Work instructions :: Report back every line below that carries the word "rotate".

Stored data

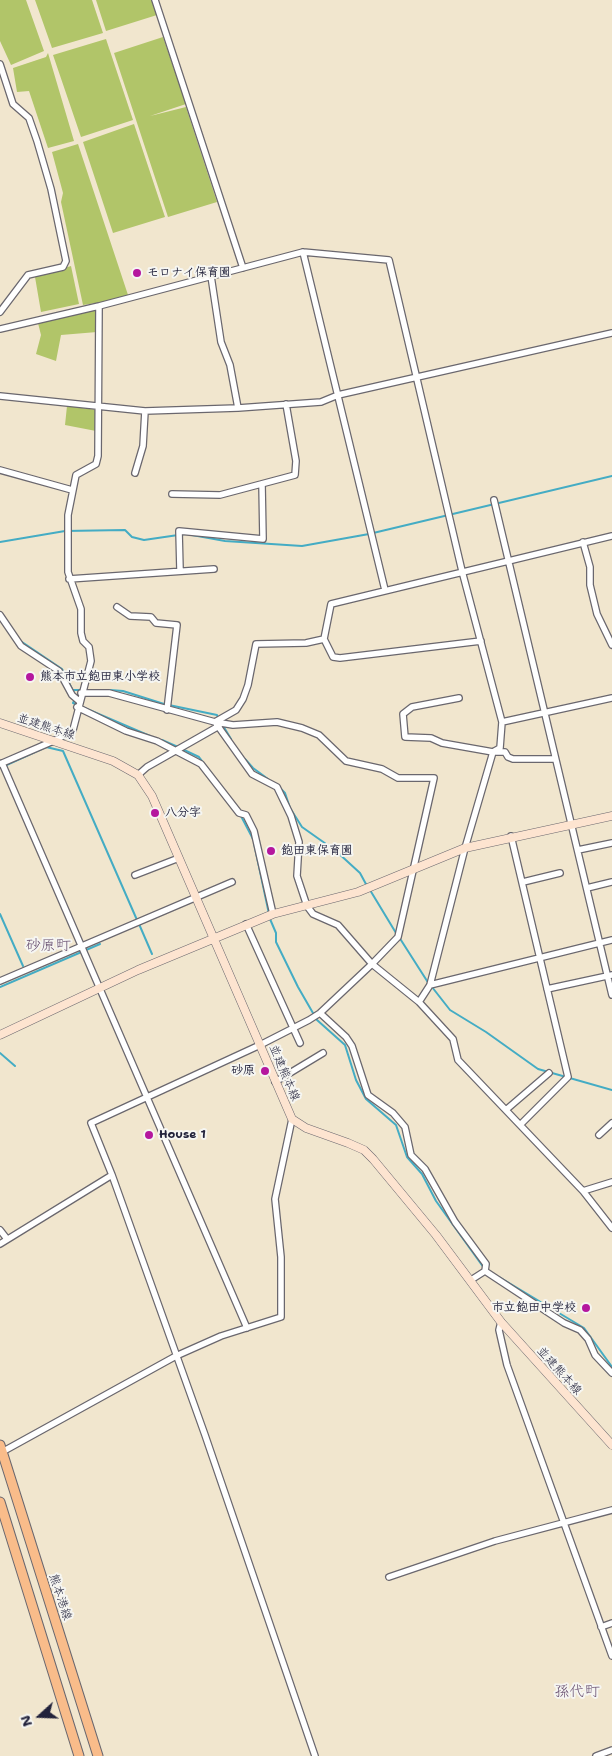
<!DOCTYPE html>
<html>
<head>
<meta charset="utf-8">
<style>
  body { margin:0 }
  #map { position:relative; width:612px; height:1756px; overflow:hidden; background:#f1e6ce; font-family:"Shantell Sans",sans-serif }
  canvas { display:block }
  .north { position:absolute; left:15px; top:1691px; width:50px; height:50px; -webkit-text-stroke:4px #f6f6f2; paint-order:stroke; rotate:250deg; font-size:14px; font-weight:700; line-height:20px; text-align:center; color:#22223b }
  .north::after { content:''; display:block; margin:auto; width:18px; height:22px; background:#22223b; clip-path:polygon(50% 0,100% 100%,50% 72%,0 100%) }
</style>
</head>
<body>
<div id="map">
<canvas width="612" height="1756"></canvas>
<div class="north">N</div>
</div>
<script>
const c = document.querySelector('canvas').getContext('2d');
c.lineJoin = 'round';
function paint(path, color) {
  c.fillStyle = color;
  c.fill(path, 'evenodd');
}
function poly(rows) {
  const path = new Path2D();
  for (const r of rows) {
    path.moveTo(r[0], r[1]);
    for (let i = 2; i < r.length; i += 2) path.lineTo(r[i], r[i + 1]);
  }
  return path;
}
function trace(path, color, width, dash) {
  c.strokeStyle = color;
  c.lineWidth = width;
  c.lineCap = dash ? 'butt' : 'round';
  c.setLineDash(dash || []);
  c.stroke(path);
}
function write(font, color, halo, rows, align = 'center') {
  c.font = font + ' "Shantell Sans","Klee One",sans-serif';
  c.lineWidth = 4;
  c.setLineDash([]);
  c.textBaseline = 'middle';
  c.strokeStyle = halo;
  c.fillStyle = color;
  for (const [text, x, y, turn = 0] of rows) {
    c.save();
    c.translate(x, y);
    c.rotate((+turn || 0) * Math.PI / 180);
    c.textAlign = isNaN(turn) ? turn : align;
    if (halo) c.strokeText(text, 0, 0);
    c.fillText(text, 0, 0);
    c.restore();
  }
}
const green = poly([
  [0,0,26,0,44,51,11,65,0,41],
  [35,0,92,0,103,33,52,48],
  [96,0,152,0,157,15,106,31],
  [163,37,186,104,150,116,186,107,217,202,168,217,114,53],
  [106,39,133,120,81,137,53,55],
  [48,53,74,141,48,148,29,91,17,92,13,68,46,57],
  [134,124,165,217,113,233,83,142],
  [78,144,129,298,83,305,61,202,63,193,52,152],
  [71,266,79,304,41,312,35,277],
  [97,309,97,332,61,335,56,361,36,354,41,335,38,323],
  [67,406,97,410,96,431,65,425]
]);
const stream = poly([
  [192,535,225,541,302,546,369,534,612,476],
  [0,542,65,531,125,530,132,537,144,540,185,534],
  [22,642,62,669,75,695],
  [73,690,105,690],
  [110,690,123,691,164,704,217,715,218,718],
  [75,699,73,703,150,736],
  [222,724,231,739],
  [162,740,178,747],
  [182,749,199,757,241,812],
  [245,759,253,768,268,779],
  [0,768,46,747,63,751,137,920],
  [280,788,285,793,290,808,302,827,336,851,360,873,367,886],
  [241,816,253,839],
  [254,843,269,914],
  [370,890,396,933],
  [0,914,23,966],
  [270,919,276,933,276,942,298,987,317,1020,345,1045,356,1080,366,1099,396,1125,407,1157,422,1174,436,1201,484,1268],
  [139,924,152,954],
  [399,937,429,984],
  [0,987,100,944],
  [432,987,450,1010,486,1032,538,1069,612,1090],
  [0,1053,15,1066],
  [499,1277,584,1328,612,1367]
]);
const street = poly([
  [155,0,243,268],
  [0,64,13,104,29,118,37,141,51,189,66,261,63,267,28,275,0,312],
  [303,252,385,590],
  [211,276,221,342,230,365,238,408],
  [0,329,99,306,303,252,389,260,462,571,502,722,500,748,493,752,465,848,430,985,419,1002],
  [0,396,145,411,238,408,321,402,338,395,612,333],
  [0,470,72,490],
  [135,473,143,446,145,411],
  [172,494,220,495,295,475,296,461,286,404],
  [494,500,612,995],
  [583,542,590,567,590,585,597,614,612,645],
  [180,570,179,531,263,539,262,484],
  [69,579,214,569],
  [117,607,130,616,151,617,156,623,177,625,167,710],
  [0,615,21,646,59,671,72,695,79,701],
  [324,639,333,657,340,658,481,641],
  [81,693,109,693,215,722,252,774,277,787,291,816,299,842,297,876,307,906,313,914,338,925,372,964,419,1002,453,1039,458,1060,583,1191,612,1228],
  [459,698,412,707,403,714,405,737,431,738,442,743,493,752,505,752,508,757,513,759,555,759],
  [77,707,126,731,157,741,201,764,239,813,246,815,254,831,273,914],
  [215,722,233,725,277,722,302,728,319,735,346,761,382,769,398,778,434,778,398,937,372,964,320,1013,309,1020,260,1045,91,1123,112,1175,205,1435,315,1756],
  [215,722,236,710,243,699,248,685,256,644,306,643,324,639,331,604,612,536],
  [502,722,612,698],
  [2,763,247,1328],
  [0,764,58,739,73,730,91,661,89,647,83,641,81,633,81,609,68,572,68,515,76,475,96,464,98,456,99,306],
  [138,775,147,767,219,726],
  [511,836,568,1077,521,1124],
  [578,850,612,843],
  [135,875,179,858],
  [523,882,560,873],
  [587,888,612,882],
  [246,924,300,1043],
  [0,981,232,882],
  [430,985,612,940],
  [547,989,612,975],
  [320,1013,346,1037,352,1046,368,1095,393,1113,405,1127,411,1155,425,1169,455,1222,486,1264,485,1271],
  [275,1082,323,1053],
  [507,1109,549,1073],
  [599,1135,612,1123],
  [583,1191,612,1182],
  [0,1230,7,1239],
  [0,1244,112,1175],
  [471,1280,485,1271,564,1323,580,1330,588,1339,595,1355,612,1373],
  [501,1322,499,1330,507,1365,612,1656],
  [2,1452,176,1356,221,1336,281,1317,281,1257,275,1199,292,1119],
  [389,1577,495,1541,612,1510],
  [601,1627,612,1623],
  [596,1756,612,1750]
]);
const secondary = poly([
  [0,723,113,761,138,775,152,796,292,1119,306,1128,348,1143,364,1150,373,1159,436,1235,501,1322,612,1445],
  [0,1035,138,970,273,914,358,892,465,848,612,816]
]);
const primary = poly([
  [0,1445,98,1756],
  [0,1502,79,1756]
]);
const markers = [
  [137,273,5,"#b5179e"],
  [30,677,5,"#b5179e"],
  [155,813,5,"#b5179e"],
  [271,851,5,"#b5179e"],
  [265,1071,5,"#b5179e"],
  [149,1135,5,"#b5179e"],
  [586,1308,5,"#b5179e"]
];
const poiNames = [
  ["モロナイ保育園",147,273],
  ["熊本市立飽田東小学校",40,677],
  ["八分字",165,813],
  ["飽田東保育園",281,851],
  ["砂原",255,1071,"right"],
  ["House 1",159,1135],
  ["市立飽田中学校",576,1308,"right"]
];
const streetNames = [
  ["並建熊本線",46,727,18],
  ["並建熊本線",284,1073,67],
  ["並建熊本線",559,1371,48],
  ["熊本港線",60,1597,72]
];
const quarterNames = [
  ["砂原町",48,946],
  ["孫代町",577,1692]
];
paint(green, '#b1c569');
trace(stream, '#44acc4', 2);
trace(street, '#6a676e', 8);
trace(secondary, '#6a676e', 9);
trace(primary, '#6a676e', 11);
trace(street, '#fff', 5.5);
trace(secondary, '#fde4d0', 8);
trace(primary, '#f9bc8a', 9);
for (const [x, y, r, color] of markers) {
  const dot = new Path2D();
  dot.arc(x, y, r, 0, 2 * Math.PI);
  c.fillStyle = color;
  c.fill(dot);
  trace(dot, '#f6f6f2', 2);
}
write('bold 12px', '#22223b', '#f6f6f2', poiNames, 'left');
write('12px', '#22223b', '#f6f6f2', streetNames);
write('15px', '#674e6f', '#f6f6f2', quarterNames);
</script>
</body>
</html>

Solution for this exercise ::
  .north { position:absolute; left:15px; top:1691px; width:50px; height:50px; -webkit-text-stroke:4px #f6f6f2; paint-order:stroke; rotate:250deg; font-size:14px; font-weight:700; line-height:20px; text-align:center; color:#22223b }
    c.rotate((+turn || 0) * Math.PI / 180);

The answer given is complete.